I started off with this:

data = data.frame(x = c("2014-01-01", "2014-02-01", "foo"))
> data
           x
1 2014-01-01
2 2014-02-01
3        foo

And when I tried to do the date translation ran into the following error:

> data %>% mutate(y = strptime(x, "%Y-%m-%d"))
Error: wrong result size (11), expected 3 or 1

As I understand it this error is telling us that we are trying to put a value into the data frame which represents 11 rows rather than 3 rows or 1 row.

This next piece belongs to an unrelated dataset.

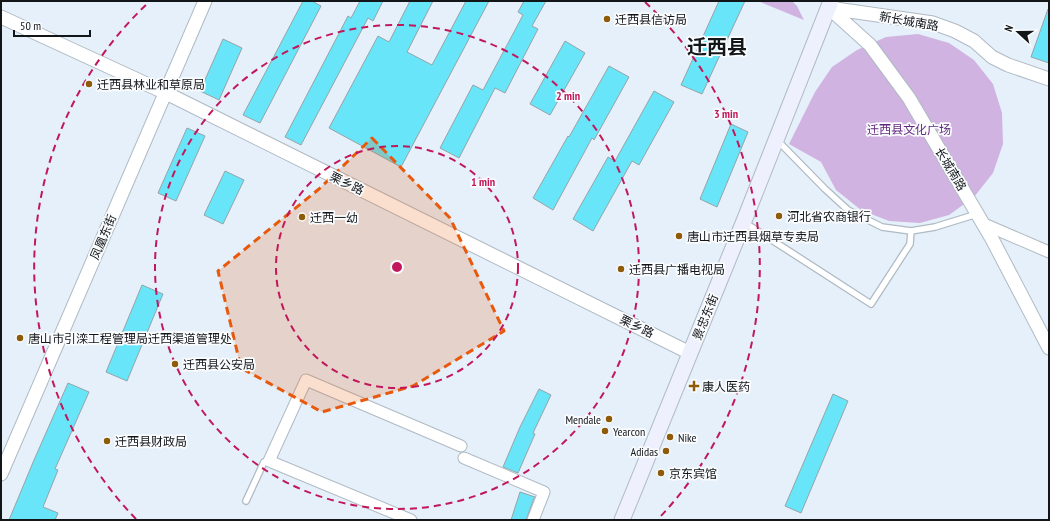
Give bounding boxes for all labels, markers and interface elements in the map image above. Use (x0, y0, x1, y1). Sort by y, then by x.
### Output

It turns out that storing POSIXlts in a data frame isn’t such a good idea! In this case we can use the as.character function to create a character vector which can be stored in the data frame:

> data %>% mutate(y = strptime(x, "%Y-%m-%d") %>% as.character())
           x          y
1 2014-01-01 2014-01-01
2 2014-02-01 2014-02-01
3        foo       <NA>

We can then get rid of the NA row by using the is.na function:

> data %>% mutate(y = strptime(x, "%Y-%m-%d") %>% as.character()) %>% filter(!is.na(y))
           x          y
1 2014-01-01 2014-01-01
2 2014-02-01 2014-02-01

And a final tweak so that we have 100% pipelining goodness:

> data %>% 
    mutate(y = x %>% strptime("%Y-%m-%d") %>% as.character()) %>%
    filter(!is.na(y))
           x          y
1 2014-01-01 2014-01-01
2 2014-02-01 2014-02-01


R (programming language) Dplyr

Published at DZone with permission of Mark Needham, DZone MVB. See the original article here.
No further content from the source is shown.